Network Location Awareness : In today's world of wireless access and mobile devices, application developers can no longer assume that the network is always present or that there is only a single path to a resource. Even though TCP has complex algorithms to ensure guaranteed delivery, it cannot overcome the transient nature of the mobile user's network environment. Both wireless networking and grab-and-go docking mean network connections and external hard disks can become disconnected without warning.
In Windows Vista, applications can now do a better job tailoring the user experience to the connected status of the system by having a better understanding of the connected state made through querying the new Network Location API 2 (NLA2). NLA2 provides a single place where an application can get all the network parameters for a computer and can inform the application of changes to the parameters and network context information.
Synchronization Manager : The Synchronization Manager provides a centralized, standard technology for synchronizing files for offline use on a mobile computer or a computer connected to a local area network (LAN). Together with the connectivity functions, notifications (System Event Notification Service), and client-side caching, the Synchronization Manager provides an infrastructure to support mobile computing. Instead of each application implementing its own technology to cache and synchronize network resources for local use, the operating system provides an integrated model that all applications can use. Files are synchronized independent of the protocol. For example, an e-mail program can transfer its messages using Simple Mail Transfer Protocol (SMTP), Network News Transfer Protocol (NNTP), or Post Office Protocol 3 (POP3), while a browser can use HTTP and a database can use Remote Procedure Call (RPC). Developers can use the common interface to the Synchronization Manager in their applications to synchronize files between the user's local computer and network storage.
SyncMgr also includes a programming interface so that applications can register to use synchronization features, can process errors, and can receive progress information and notifications during the synchronization process.
In Windows Vista, a new common and consistent user interface (UI) manages synchronization with other devices and data sources. Developers can plug-in to this UI (instead of creating unique custom solutions) to provide a consistent user experience for synchronizing with their devices. There are additional APIs that extend the context menus in the Synchronization Manager.
Tablet PC : Windows Vista includes many advances for Tablet PC developers. Chief among these are Ink Analysis and integration with the Windows Presentation Foundation, formerly code name "Avalon". Probably the biggest advance, however, is the ubiquity of Tablet PC features. To date, developers have had a difficult time with the Tablet PC technology redistribution problem. With Windows Vista, however, Tablet PC technologies are ubiquitous across all Windows Vista editions.Ink Analysis: the Unified Recognition API : To date, programmatically interpreting ink using the Tablet Platform Software Development Kit (SDK) was accomplished using two separate APIs:
- Ink Divider. Enabled the developer to differentiate writing strokes from drawing strokes and identify basic grammatical grouping of the strokes (paragraphs, lines, and words).
- RecognizerContext.
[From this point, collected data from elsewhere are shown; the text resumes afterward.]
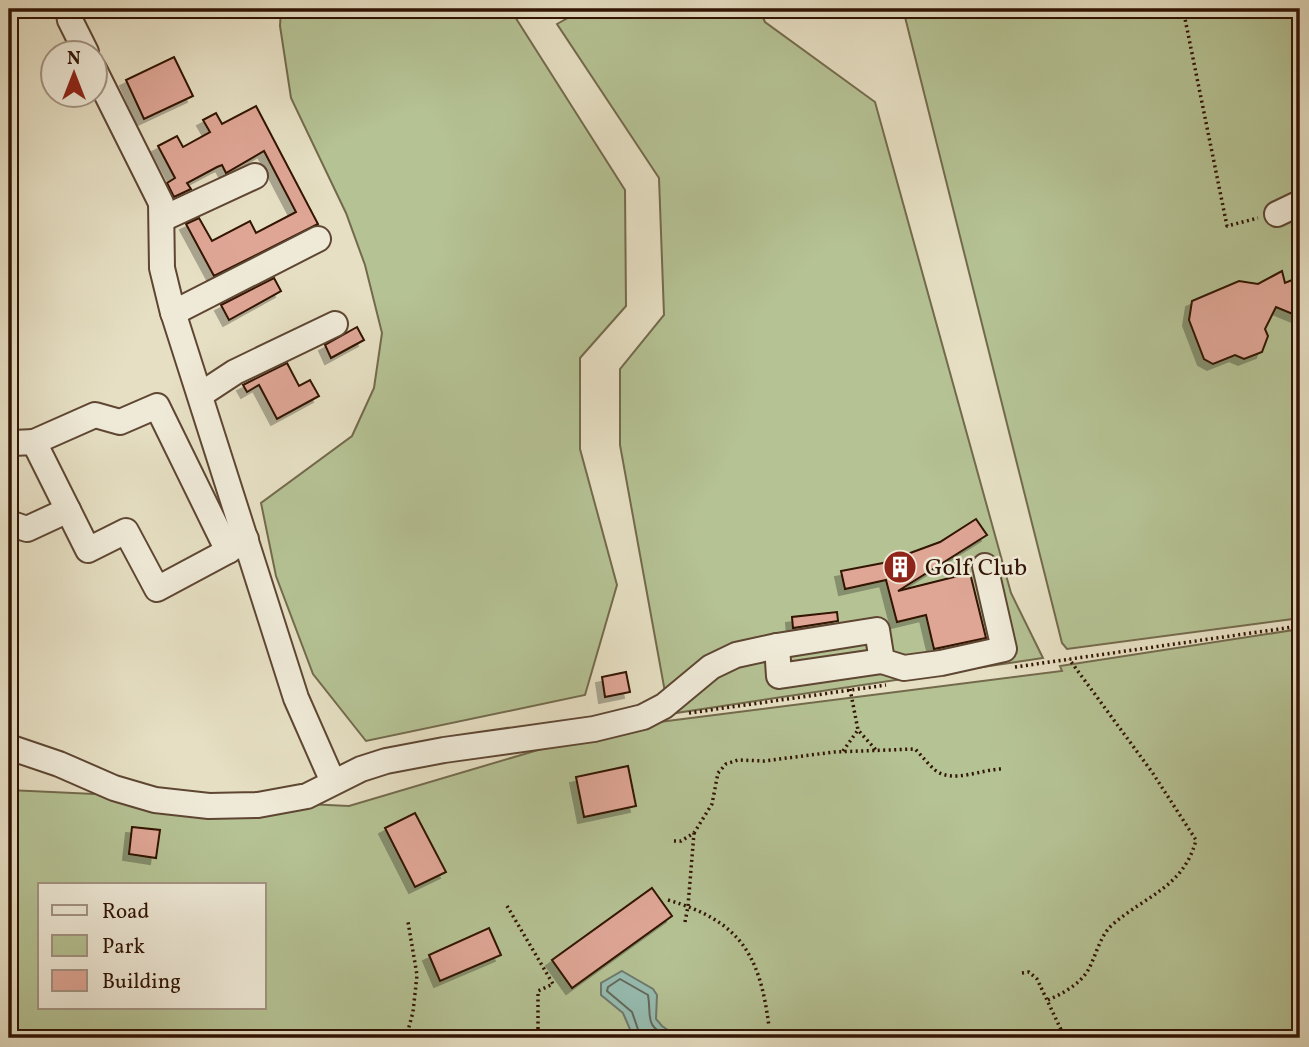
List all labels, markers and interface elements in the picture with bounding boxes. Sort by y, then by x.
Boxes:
north arrow [38,38,108,108]
text: N [67,46,81,72]
building icon: Golf Club [881,548,919,586]
place label: Golf Club [925,552,1027,586]
legend [38,883,266,1009]
text: Road [102,898,149,927]
text: Park [102,933,145,962]
text: Building [102,968,181,997]

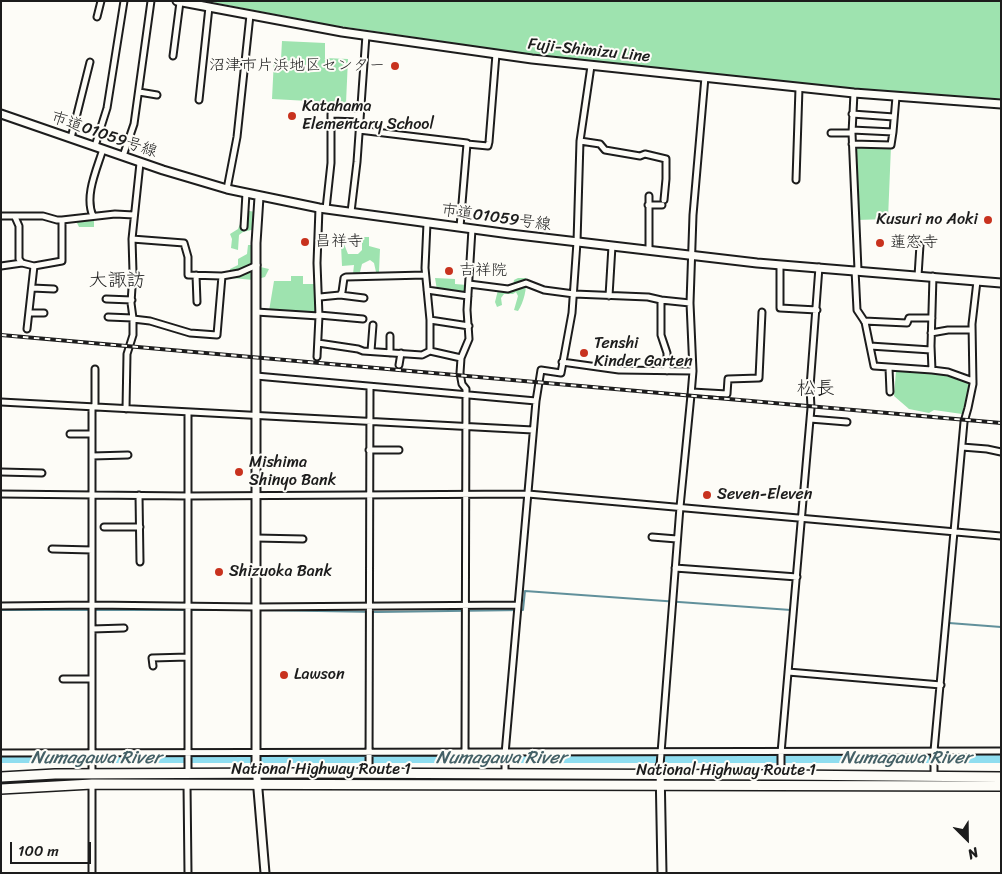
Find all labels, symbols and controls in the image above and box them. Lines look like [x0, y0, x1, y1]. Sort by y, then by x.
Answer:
street label: Fuji-Shimizu Line [527, 35, 651, 67]
place label: 沼津市片浜地区センター [209, 56, 385, 76]
marker: 沼津市片浜地区センター [389, 60, 401, 72]
place label: Katahama Elementary School [302, 97, 434, 135]
street label: 市道01059号線 [49, 108, 159, 162]
marker: Katahama Elementary School [286, 110, 298, 122]
street label: 市道01059号線 [440, 201, 552, 235]
place label: Kusuri no Aoki [876, 210, 978, 230]
marker: Kusuri no Aoki [982, 214, 994, 226]
place label: 昌祥寺 [315, 232, 363, 252]
place label: 蓮窓寺 [890, 233, 938, 253]
marker: 昌祥寺 [299, 236, 311, 248]
marker: 蓮窓寺 [874, 237, 886, 249]
place label: 吉祥院 [459, 261, 507, 281]
marker: 吉祥院 [443, 265, 455, 277]
district label: 大諏訪 [89, 270, 145, 292]
place label: Tenshi Kinder Garten [594, 334, 693, 372]
marker: Tenshi Kinder Garten [578, 347, 590, 359]
district label: 松長 [797, 378, 835, 400]
place label: Mishima Shinyo Bank [249, 453, 336, 491]
marker: Mishima Shinyo Bank [233, 466, 245, 478]
place label: Seven-Eleven [717, 485, 812, 505]
marker: Seven-Eleven [701, 489, 713, 501]
place label: Shizuoka Bank [229, 562, 332, 582]
marker: Shizuoka Bank [213, 566, 225, 578]
place label: Lawson [294, 665, 345, 685]
marker: Lawson [278, 669, 290, 681]
water label: Numagawa River [31, 747, 161, 769]
water label: Numagawa River [436, 747, 566, 769]
water label: Numagawa River [841, 747, 971, 769]
street label: National Highway Route 1 [231, 760, 411, 780]
street label: National Highway Route 1 [636, 761, 816, 781]
north arrow [942, 814, 992, 864]
scale bar [12, 832, 94, 864]
text: 100 m [18, 838, 59, 864]
text: N [964, 840, 982, 867]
Allowed the developer to convert ink strokes to text.
To simplify the developer experience, Windows Vista fuses the APIs into a single new API called Ink Analysis.
Windows Presentation Foundation Integration : Digital ink collection and rendering, features traditionally available only on the Tablet PC, have been incorporated into Windows Presentation Foundation as first-class members of the framework. No separate runtime is required to support basic ink functionality in your applications.